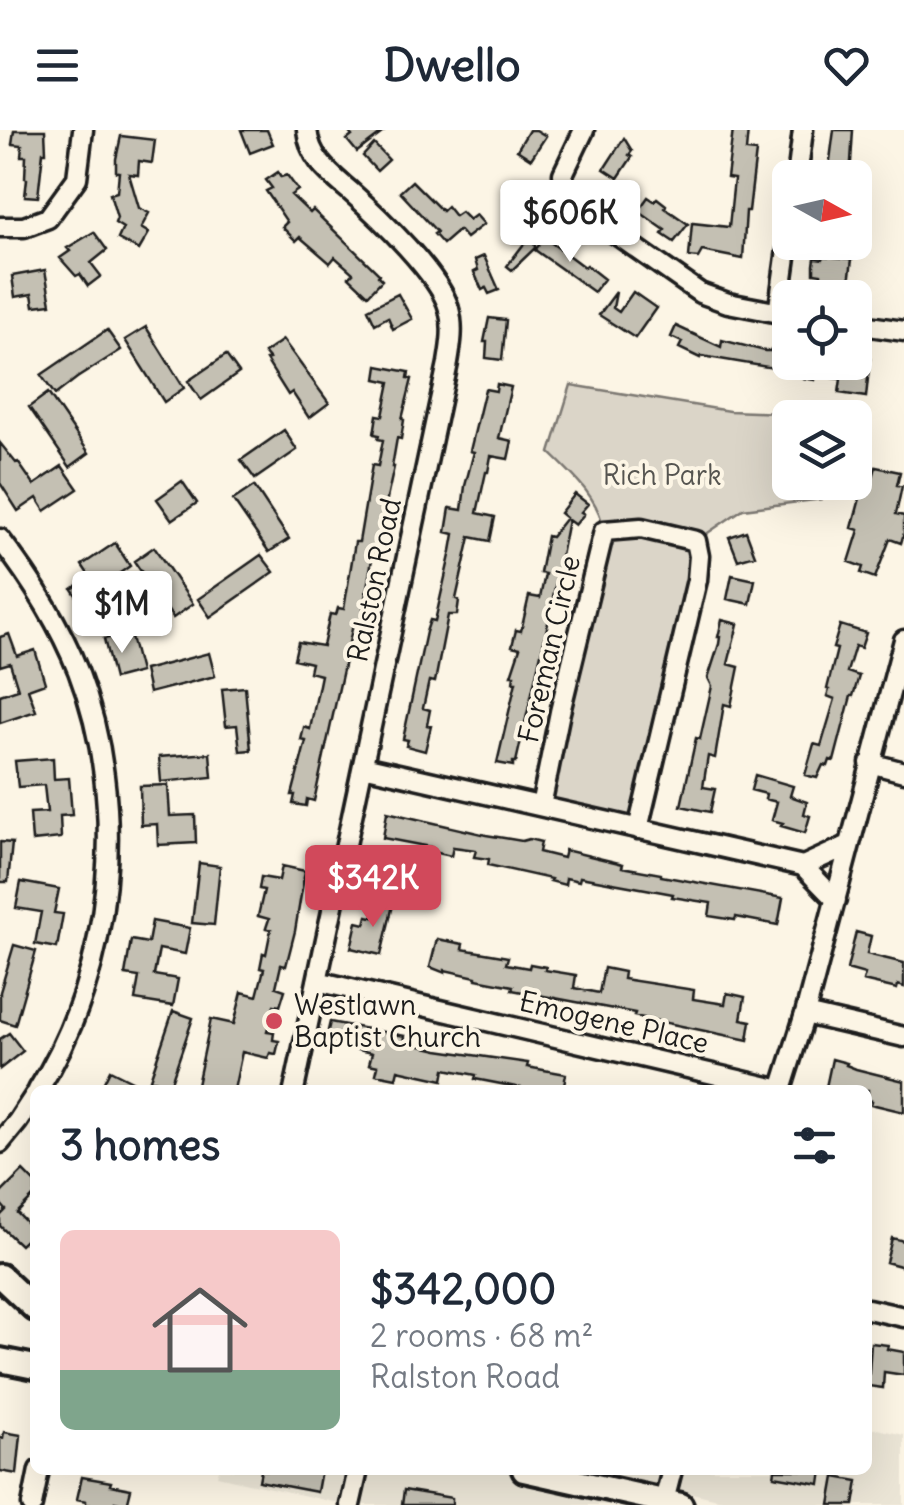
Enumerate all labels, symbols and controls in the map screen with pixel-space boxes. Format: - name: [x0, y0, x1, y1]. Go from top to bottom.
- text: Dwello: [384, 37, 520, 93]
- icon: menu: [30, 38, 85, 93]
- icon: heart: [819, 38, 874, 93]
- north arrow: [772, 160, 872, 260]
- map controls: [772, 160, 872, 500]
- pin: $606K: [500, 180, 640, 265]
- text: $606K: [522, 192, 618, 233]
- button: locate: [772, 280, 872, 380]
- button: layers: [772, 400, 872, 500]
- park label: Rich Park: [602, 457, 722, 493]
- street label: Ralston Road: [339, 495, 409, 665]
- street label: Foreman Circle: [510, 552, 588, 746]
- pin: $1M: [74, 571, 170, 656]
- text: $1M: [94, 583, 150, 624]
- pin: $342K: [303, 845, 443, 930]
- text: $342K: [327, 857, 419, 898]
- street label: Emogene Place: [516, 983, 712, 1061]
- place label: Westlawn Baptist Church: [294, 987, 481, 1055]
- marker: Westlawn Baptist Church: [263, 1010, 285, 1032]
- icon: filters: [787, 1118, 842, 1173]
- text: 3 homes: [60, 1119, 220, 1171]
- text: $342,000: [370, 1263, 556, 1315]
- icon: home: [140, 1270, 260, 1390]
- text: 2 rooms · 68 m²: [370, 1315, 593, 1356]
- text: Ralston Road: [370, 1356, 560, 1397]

**Aim of the task:** Return the entries verbatim, pictures excluded.

**Exercise output:**
Enumerate all labels, symbols and controls in the map screen with pixel-space boxes. Format: - name: [x0, y0, x1, y1]. Go from top to bottom.
- text: Dwello: [384, 37, 520, 93]
- icon: menu: [30, 38, 85, 93]
- icon: heart: [819, 38, 874, 93]
- north arrow: [772, 160, 872, 260]
- map controls: [772, 160, 872, 500]
- pin: $606K: [500, 180, 640, 265]
- text: $606K: [522, 192, 618, 233]
- button: locate: [772, 280, 872, 380]
- button: layers: [772, 400, 872, 500]
- park label: Rich Park: [602, 457, 722, 493]
- street label: Ralston Road: [339, 495, 409, 665]
- street label: Foreman Circle: [510, 552, 588, 746]
- pin: $1M: [74, 571, 170, 656]
- text: $1M: [94, 583, 150, 624]
- pin: $342K: [303, 845, 443, 930]
- text: $342K: [327, 857, 419, 898]
- street label: Emogene Place: [516, 983, 712, 1061]
- place label: Westlawn Baptist Church: [294, 987, 481, 1055]
- marker: Westlawn Baptist Church: [263, 1010, 285, 1032]
- icon: filters: [787, 1118, 842, 1173]
- text: 3 homes: [60, 1119, 220, 1171]
- text: $342,000: [370, 1263, 556, 1315]
- icon: home: [140, 1270, 260, 1390]
- text: 2 rooms · 68 m²: [370, 1315, 593, 1356]
- text: Ralston Road: [370, 1356, 560, 1397]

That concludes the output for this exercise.